Fishing is not necessarily problematic – there certainly are sustainable fisheries globally – but the current cumulative effects of fisheries on seahorses are certainly catastrophic, with wholesale depletion of wild populations. Part of the problem is the way that seahorses are caught. Most are extracted by bottom trawls and other non-selective gear. Such methods of fishing actively pursue fish and invertebrates with little room for escape. They are also captured by small-scale fishers, people who actively seek seahorses, generally using a variety of very simple gears. In both cases, the effects on wild populations are problematic.

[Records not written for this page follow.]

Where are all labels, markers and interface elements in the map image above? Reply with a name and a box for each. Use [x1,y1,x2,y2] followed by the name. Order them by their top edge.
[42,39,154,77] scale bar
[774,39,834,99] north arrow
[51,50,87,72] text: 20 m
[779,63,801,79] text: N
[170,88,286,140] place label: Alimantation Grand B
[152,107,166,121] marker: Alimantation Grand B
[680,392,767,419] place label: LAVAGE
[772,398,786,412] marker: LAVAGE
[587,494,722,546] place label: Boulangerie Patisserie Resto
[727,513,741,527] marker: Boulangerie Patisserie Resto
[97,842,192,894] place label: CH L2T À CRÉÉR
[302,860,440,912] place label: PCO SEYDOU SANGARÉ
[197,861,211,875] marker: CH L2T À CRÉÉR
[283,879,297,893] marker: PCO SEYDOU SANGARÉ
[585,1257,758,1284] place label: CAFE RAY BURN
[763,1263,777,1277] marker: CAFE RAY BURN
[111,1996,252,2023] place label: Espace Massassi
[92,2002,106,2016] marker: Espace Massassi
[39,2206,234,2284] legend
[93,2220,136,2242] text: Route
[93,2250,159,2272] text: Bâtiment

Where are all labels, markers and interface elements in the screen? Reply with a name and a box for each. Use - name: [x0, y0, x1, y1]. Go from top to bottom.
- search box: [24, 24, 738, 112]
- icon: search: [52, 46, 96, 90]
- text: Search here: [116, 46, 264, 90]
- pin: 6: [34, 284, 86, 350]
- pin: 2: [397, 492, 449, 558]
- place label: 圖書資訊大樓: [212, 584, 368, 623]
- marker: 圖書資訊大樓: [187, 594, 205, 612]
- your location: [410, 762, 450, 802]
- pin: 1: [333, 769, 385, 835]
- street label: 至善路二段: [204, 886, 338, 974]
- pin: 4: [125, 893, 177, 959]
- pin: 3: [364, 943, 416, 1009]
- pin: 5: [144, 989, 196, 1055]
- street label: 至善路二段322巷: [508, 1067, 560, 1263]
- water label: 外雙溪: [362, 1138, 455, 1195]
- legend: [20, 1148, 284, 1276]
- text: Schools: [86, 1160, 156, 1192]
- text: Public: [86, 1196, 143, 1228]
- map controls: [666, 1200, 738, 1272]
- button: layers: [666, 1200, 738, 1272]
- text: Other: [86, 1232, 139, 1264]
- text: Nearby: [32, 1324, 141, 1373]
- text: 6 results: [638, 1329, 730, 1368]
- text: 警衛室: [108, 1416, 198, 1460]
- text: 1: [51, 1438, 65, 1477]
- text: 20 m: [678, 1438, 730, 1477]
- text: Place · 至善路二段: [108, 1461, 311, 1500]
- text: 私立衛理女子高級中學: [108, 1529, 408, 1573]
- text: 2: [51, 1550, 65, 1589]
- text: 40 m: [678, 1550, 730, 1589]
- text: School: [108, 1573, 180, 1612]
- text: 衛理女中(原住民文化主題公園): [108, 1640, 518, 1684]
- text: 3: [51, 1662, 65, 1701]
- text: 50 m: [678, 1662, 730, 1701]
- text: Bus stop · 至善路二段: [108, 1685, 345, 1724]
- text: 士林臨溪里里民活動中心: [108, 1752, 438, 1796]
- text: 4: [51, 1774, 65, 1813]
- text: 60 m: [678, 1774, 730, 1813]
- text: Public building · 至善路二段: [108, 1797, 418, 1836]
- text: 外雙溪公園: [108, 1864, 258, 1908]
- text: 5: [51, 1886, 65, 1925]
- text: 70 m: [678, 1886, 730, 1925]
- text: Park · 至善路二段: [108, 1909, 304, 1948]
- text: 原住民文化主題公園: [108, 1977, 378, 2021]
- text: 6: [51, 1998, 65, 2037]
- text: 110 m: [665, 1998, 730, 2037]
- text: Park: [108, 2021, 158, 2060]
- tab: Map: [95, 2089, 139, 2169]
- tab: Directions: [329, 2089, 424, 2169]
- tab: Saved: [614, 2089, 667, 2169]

Our biggest worry, by far, is the effects of bottom trawling on seahorses and other marine life. Trawling involves dragging a large and heavily weighted net along the ocean floor, catching all marine life in its path while wrecking habitats.
Bottom trawling
Hundreds of thousands of bottom trawls operate around the world, catching perhaps one-quarter of the biomass reported to the UN Food and Agriculture Organization. Seahorses, which grasp benthic holdfasts and swim very slowly, are extracted by the millions each year. Indeed, seahorses provide an index of trawl pressure. Even in countries where a vessel only catches one or two seahorses per night, the total catch of seahorses for that country can exceed five million in a year. Read more about bottom trawling.
Targeted fishing
Targeted fishing for seahorses is primarily practised by small-scale fishers, either impoverished people in developing countries or aquarium collectors in developed countries. Most of the fishers in developing countries are trying to catch anything they can, with seahorses as just one possible target. They commonly collect the seahorses by hand or use small dip nets and other low technology. Fishers either sell the live seahorses into the aquarium trade or, if that market just isn’t available, dry the seahorses for traditional medicine or curios. Read more about targeted seahorse fishing.
[Updated 10 June 2021]
[Updated 19 May 2021]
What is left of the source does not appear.